Yesterday China has announced that it has the worlds fastest super computer that uses Intel Xeon Phi MIC. So I thought it might be better to write about programming for it.

The Xeon Phi is a co-processor that can speed up numerical calculations. It cannot operate without a main processor. The many core server is based on the Intel Many Integrated Cores (MIC) architecture. It consists of two parts. A bunch of Xeon processors (not Phi) and another bunch of Xeon Phi processors (MIC). Xeon processors serve as the main processor whereas the Xeon Phi serves as the co-processors.

High-level architecture

There will be two operating systems that will be running on the many core server.

To access or run application on the Phi, we will have to first connect to the host and then do a ssh to the MIC. As said earlier, the Xeon Phi has its instructions and architecture optimized for numerical computations (eg: Fourier transform, etc) making it an ideal candidate for building super computers. The application and the data structures that are used in it and the computations should be suitable for such an architecture.

To utilize the full capabilities of the Xeon Phi, the following are the prerequisites of an application.

  1. The application architecture must be vertically scalable (scale-up). Adding a new worker thread and tying it to a Xeon processor should give a linear improvement in the performance. Adding more cores to the box should result in performance improvement in a linear fashion. Having more worker threads than the number of cores will only degrade the performance.
  2. The algorithms must be SIMD optimized for vectorized data processing.
  3. The application should be optimized for high locality of reference.

Measuring performance on host

  1. On the Xeon processor, measure the performance of the application with few threads/processes (based on the application architecture).
  2. Add few more threads/processes and tie it to its own CPU and measure the performance (latency and throughput). My consideration is about worst case latency of few milliseconds.
  3. If the performance has not increased, then there are bottlenecks in the application. Fix it and tune it before it can be taken to MIC.
  4. Repeat this procedure until it is vertically scalable on the host processor.
  5. Once the metrics prove that the application is scalable on the Xeon processor, it can be taken to the MIC and tune it further.
  6. You will be able to achieve at least 3 to 5 times the performance (of course, depending on the application architecture) with the above procedure.
  7. The above procedure addresses only the vertical scalability (up-scaling).
  8. Run the application via cachegrind to make sure the data structures fit within the cache line and there are no cache misses.
  9. Look at the compiler generated assembly and make sure the instructions are vectorized. Intel has many other tools to support you in this front.

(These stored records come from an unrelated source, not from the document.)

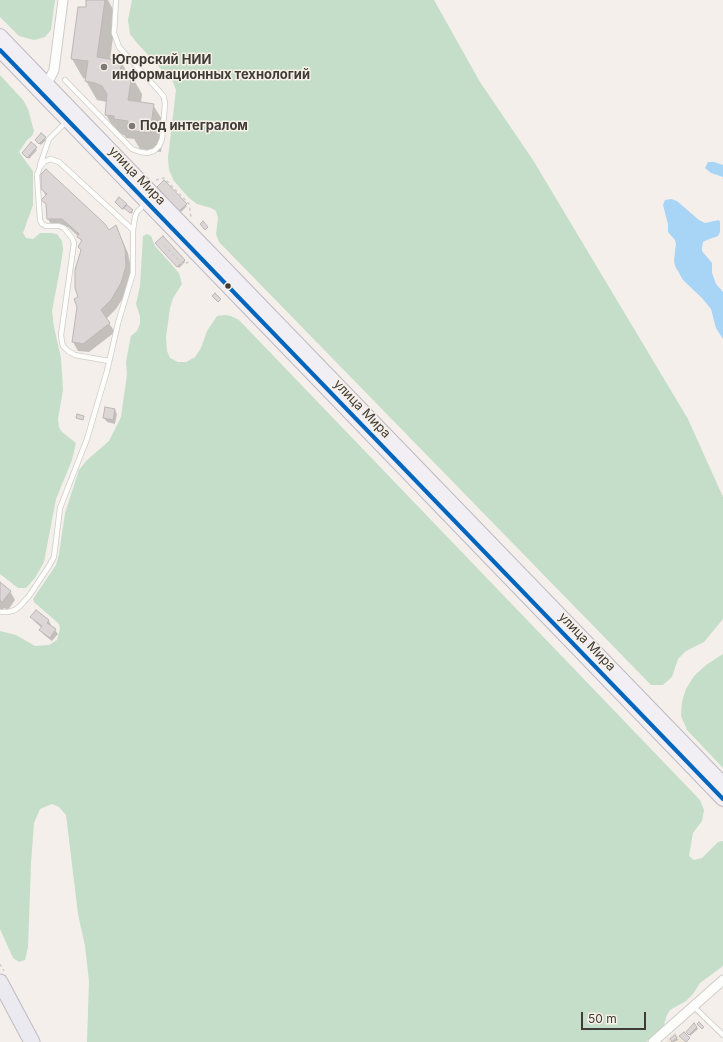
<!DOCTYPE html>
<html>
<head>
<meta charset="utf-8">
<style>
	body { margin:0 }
	#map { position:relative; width:723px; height:1042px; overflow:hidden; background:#f4efea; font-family:Inter,sans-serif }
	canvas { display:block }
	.scale { position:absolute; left:581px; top:1012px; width:65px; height:18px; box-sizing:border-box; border:2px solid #3f3c38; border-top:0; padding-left:5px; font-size:12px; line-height:14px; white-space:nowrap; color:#3f3c38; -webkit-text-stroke:3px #f7f0e7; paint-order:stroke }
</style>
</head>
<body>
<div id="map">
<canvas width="723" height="1042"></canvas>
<div class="scale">50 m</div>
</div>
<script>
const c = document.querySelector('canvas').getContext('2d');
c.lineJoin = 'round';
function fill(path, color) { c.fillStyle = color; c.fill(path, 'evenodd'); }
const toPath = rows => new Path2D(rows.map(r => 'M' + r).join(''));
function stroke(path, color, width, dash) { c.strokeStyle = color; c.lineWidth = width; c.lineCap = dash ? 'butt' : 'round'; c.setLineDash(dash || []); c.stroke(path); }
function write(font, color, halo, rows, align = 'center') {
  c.font = font + ' Inter,sans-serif'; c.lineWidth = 3; c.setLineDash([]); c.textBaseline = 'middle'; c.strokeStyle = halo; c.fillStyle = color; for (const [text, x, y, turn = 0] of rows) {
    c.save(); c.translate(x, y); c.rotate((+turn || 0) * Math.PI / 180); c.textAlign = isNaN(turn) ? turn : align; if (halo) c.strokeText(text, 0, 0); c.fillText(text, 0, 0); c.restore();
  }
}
fill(toPath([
	[675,1032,678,1036,684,1042,667,1042,666,1040]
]), '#ece4d9');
fill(toPath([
	[0,0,55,0,51,30,45,37,34,40,19,36,0,17],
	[132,0,434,0,480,82,533,160,688,419,723,497,723,619,704,642,686,651,678,659,672,677,663,685,651,685,219,242,216,234,218,218,216,211,211,208,197,204,189,198,174,181,169,170,168,158,176,90,173,82,137,43,130,34,128,20],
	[0,75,23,100,28,109,34,131,32,136,27,140,19,152,33,171,33,205,23,233,26,238,33,239,40,233,51,233,57,234,62,241,63,249,61,264,52,311,54,327,61,358,63,390,58,419,59,427,62,432,76,443,72,460,56,499,44,562,35,578,26,588,18,588,0,574],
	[147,234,151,236,155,246,179,273,182,284,173,298,170,308,166,337,167,351,170,358,178,362,186,362,195,357,201,348,207,331,217,316,225,315,231,316,239,320,700,800,704,810,702,821,693,833,689,856,694,860,702,858,718,842,723,841,723,966,700,983,693,994,686,1001,670,1010,667,1015,664,1025,659,1031,646,1042,87,1042,89,981,85,946,78,914,66,815,59,807,52,804,40,809,34,823,31,864,28,947,25,960,19,962,13,958,0,929,0,631,16,635,35,646,49,645,57,640,60,629,59,624,34,602,33,599,56,565,59,554,65,513,79,470,87,460,109,441,121,417,127,374,126,362,130,340,131,336,137,331,140,323,140,317,136,304,140,286,143,236],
	[723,654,723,768,687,730,681,716,682,702,686,689,694,676,706,665]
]), '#c5dec9');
fill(toPath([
	[708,162,714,162,723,165,723,177,711,173,705,168],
	[671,199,677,201,699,220,705,223,719,220,720,222,720,232,718,236,707,240,703,242,702,247,702,251,712,263,712,273,716,284,723,292,723,339,716,328,711,309,702,298,683,280,675,266,674,260,676,244,675,240,668,232,668,224,663,205,665,200]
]), '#a8d4f6');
fill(toPath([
	[86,0,108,0,116,15,110,60,121,61,128,74,131,75,142,94,141,103,153,105,165,124,161,152,140,149,134,139,126,138,124,135,117,134,106,115,107,102,97,100,86,81,86,79,83,78,72,59,87,8,88,3],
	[45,138,46,140,41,145,36,140],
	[31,143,37,150,29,159,24,154],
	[42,189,109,231,116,227,128,253,130,263,130,276,123,298,116,309,106,319,115,332,89,352,78,351,73,342,79,298,82,252,79,247,82,243,79,237,68,227,53,228,48,219,48,208,43,200,46,196],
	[159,189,186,205,187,206,181,212],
	[116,203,126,204,133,212,131,214,125,207,123,210],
	[157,245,184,260,185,262,179,268],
	[115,410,117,414,115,424,107,422,104,418],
	[0,584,10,591,15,600,8,610,4,608,0,614],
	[36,612,49,621,51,625,50,626,55,630,58,634,52,641,43,634,41,630,42,628,34,621,32,617],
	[697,1027,698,1029,690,1036,688,1034],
	[675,1036,678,1040,673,1042,671,1039]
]), '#0003');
const building = toPath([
	[86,0,105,0,97,57,122,61,120,72,132,74,128,100,154,104,150,133,127,130,128,121,114,119,114,116,105,115,107,94,102,86,95,83,85,81,88,61,71,59,78,7,86,7,86,0],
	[41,133,46,137,39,144,35,140,41,133],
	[31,142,37,147,27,158,22,153,31,142],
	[46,169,105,224,109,230,116,225,125,248,126,266,121,283,111,300,101,310,110,323,83,344,72,342,77,307,74,299,78,297,75,288,75,270,81,250,78,247,82,240,77,237,79,234,62,219,47,219,46,204,41,200,47,194,41,189,41,174,46,169],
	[164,180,187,204,179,211,157,187,164,180],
	[119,197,127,204,122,209,115,202,119,197],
	[127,205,133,210,130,213,124,208,127,205],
	[203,221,208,227,205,230,200,224,203,221],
	[163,236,185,260,177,267,155,243,163,236],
	[215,293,221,299,218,302,212,296,215,293],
	[105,407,115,409,113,420,103,418,105,407],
	[77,414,84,416,83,420,76,418,77,414],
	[0,582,11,591,2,602,0,600,0,582],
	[36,610,49,620,47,623,56,629,50,638,39,630,42,626,30,617,36,610],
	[699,1022,704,1027,702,1029,697,1024,699,1022],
	[694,1023,697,1027,689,1035,686,1032,694,1023],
	[684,1032,690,1038,686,1042,679,1036,684,1032],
	[675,1035,677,1038,672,1042,670,1039,675,1035]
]);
fill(building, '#dcd7d6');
stroke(building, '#bbb7b6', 1);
const service = toPath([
	[65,80,132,149,140,152,147,153,154,151,159,146,162,139,165,104,164,97,160,92,119,47,114,33,116,0],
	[40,165,49,139,67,121],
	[109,361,75,355,68,351,63,346,62,342,61,335,74,243,72,238,64,228,59,226,46,226,42,224,40,220,37,175,40,167,44,162,50,159,59,162,133,230],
	[0,612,8,612,15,610,20,606,29,596,49,566,54,557,60,508,87,439,107,371,118,323,133,273,133,230,135,217,137,212,146,203],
	[694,1007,723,1035]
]);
const minor = toPath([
	[45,82,50,78,54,70,63,0],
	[653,1042,723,980]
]);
const primary = toPath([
	[0,36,723,784],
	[0,50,723,799]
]);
const trunk = toPath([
	[0,982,32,1042]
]);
stroke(service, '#cfccc8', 6);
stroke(minor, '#cfccc8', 11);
stroke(primary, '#bebac1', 16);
stroke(trunk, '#bebac1', 17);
stroke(toPath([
	[156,180,164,178,189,204,191,217],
	[164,245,181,263,184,264,189,262],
	[0,964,4,971]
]), '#cfcdcb', 1.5, [3, 3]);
stroke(service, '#fdfdfc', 4.5);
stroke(minor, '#fdfdfc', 9);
stroke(primary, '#f1eff4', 14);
stroke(trunk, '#eceaf1', 15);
stroke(toPath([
	[0,50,723,799]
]), '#0065bd', 4);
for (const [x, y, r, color] of [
	[104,67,4,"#7e7b76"],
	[132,126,4,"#7e7b76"],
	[228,286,3.5,"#3f3c38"]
]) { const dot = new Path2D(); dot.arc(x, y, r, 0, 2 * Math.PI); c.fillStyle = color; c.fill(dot); stroke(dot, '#f7f0e7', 1.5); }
write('bold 13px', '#3f3c38', '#f7f0e7', [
	["Югорский НИИ",112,60],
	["информационных технологий",112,75],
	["Под интегралом",140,126]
], 'left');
write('13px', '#3f3c38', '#f7f0e7', [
	["улица Мира",137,176,46],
	["улица Мира",362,409,46],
	["улица Мира",587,642,46]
]);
</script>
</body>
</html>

Measuring performance on MIC

In general, benchmark the algorithm many times on MIC to make sure the metrics are consistent. If the application does data transformation like JSON/XML or other general purpose computing, the performance will be worse than what’s observed on the host.

As of now, uCLinux that runs on the MIC comes with Linux 2.6.38. Linux 3.10 has SO_REUSEPORT feature that will let the kernel dispatch the messages, and it remove the bottlenecks caused by the parent/master thread.